## What is required:
An exact copy of all the data below is needed, without its pictures.

## Extracted information:
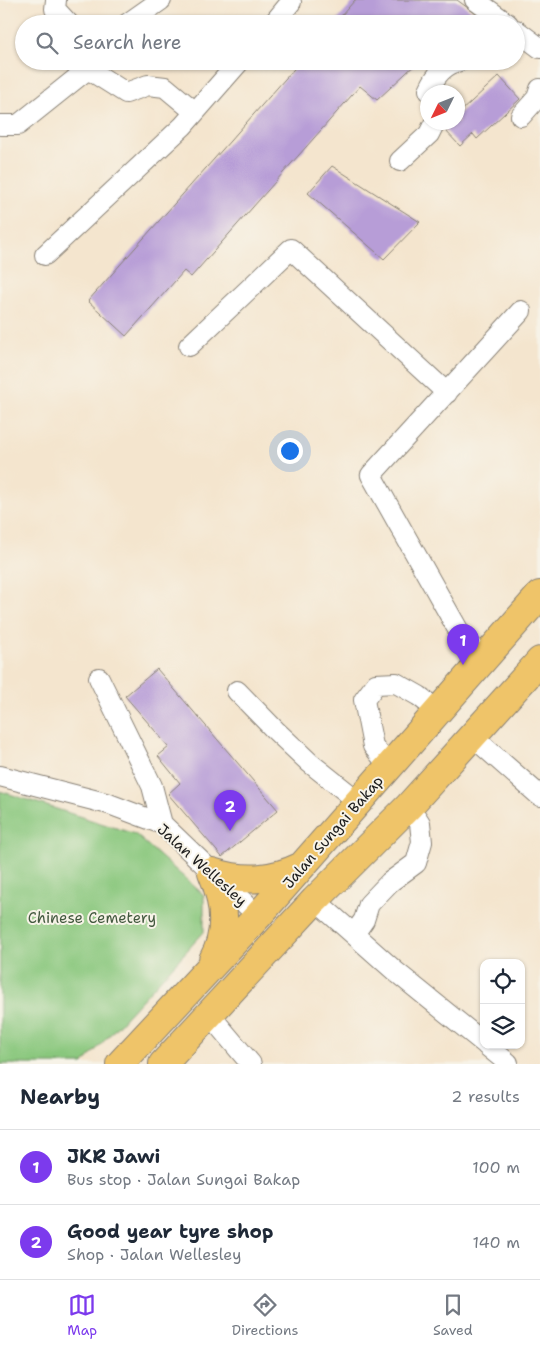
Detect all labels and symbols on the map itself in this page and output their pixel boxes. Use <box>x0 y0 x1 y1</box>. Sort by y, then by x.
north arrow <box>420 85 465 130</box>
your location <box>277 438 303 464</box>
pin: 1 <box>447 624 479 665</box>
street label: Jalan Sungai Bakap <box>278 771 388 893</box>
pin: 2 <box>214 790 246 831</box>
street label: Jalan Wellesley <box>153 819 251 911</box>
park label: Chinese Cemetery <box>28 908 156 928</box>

## Written response:
Detect all labels and symbols on the map itself in this page and output their pixel boxes. Use <box>x0 y0 x1 y1</box>. Sort by y, then by x.
north arrow <box>420 85 465 130</box>
your location <box>277 438 303 464</box>
pin: 1 <box>447 624 479 665</box>
street label: Jalan Sungai Bakap <box>278 771 388 893</box>
pin: 2 <box>214 790 246 831</box>
street label: Jalan Wellesley <box>153 819 251 911</box>
park label: Chinese Cemetery <box>28 908 156 928</box>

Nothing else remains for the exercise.